To do => Sort through the listing below and keep each line with the word "symbols". Copy those.

Records shown =>

========

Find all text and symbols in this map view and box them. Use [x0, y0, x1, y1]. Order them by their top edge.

========

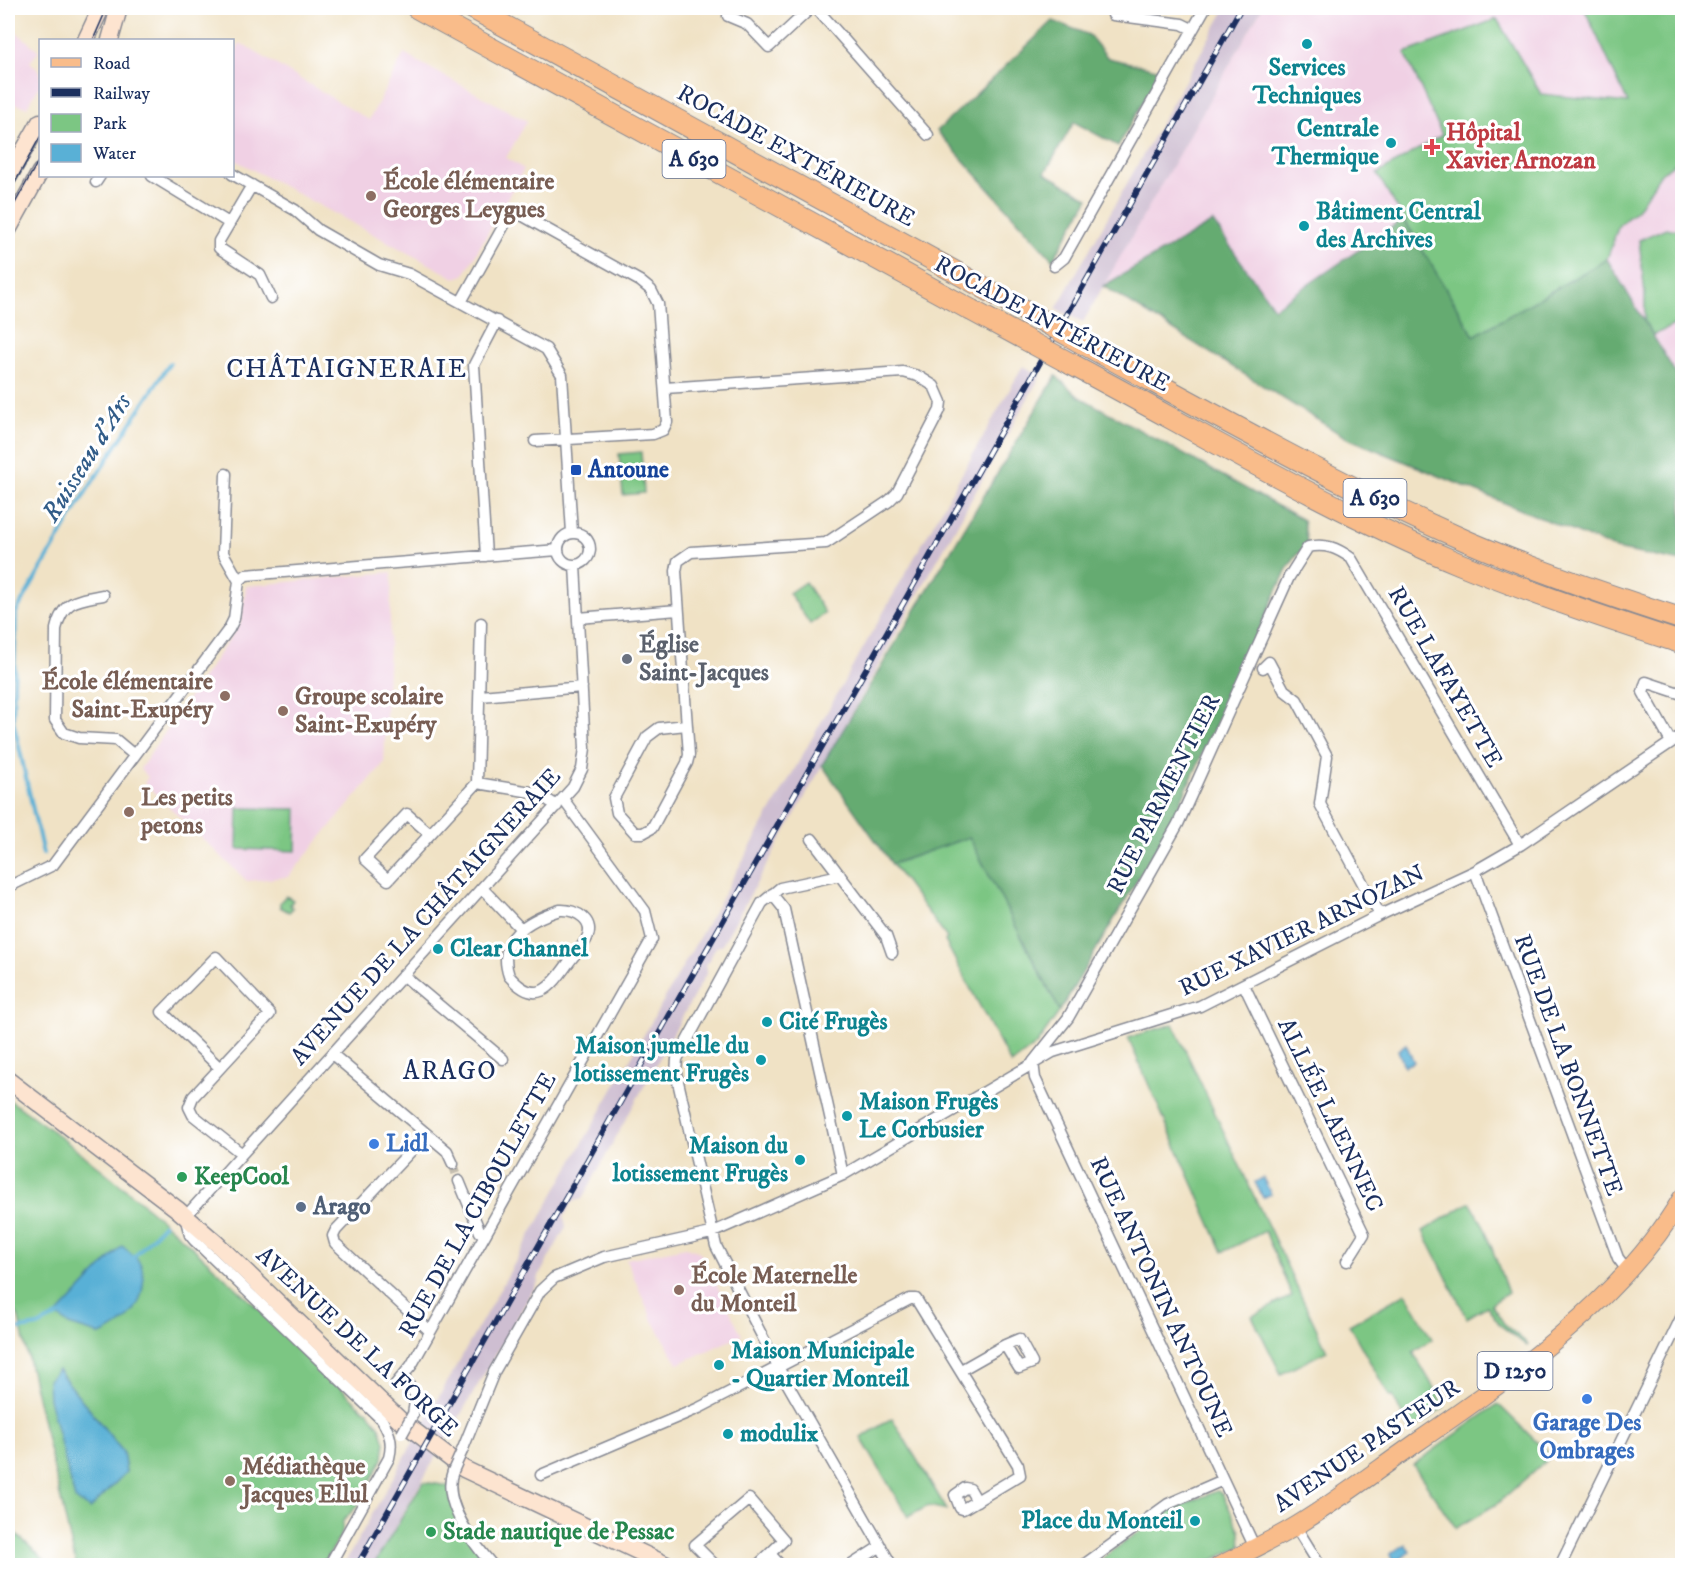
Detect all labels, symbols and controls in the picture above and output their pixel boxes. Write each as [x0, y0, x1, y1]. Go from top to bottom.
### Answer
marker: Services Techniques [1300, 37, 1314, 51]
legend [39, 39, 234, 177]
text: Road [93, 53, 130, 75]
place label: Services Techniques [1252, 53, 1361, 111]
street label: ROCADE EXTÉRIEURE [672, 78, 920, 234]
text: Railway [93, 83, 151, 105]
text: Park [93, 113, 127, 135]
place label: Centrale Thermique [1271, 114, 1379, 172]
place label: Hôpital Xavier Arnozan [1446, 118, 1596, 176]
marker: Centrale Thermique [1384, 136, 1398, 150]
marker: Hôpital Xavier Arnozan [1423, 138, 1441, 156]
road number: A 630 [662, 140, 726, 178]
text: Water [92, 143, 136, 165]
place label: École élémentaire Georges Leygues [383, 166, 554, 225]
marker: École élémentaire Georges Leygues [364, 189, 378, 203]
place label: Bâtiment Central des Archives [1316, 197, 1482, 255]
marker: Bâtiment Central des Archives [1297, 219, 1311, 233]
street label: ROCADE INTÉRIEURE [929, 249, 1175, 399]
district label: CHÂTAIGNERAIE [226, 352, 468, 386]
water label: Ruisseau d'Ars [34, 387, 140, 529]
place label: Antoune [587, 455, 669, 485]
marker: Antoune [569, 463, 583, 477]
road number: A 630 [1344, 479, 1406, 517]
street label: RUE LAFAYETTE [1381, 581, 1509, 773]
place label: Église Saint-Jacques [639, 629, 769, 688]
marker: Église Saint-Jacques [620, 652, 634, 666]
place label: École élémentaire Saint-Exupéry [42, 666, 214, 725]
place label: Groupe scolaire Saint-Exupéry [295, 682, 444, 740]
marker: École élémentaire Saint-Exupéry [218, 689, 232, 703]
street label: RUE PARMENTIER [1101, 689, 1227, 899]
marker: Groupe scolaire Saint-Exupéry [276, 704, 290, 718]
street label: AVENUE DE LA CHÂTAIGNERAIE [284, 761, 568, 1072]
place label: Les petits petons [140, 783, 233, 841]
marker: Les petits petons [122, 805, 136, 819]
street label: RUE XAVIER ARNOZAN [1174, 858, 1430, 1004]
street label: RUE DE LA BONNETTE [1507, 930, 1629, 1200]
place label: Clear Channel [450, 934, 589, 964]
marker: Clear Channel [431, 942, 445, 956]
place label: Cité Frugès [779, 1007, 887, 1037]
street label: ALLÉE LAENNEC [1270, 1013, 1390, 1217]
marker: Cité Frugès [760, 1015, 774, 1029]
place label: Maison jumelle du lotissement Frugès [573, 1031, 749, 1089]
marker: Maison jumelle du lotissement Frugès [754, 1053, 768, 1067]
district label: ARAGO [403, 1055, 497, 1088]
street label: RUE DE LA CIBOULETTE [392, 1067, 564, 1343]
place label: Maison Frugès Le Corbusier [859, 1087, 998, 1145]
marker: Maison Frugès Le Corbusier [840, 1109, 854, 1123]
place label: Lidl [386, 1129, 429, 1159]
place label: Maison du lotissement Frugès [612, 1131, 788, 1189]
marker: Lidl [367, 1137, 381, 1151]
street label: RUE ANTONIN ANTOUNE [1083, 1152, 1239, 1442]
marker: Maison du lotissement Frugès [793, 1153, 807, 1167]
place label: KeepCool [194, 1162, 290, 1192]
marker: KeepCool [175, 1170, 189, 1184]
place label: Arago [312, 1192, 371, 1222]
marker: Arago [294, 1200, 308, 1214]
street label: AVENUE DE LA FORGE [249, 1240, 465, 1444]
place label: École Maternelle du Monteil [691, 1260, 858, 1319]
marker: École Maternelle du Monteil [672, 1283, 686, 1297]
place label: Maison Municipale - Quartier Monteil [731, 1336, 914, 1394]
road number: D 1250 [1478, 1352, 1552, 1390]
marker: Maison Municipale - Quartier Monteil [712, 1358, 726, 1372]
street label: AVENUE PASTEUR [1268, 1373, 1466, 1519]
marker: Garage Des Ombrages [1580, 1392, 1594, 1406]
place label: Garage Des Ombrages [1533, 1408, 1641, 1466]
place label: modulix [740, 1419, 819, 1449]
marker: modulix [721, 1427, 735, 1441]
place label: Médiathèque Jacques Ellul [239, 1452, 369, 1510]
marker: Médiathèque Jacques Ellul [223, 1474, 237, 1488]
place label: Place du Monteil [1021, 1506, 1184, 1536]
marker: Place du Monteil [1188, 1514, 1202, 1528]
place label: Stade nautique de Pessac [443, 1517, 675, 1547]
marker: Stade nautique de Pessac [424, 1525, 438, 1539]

========

Response to the exercise =>
Find all text and symbols in this map view and box them. Use [x0, y0, x1, y1]. Order them by their top edge.
Detect all labels, symbols and controls in the picture above and output their pixel boxes. Write each as [x0, y0, x1, y1]. Go from top to bottom.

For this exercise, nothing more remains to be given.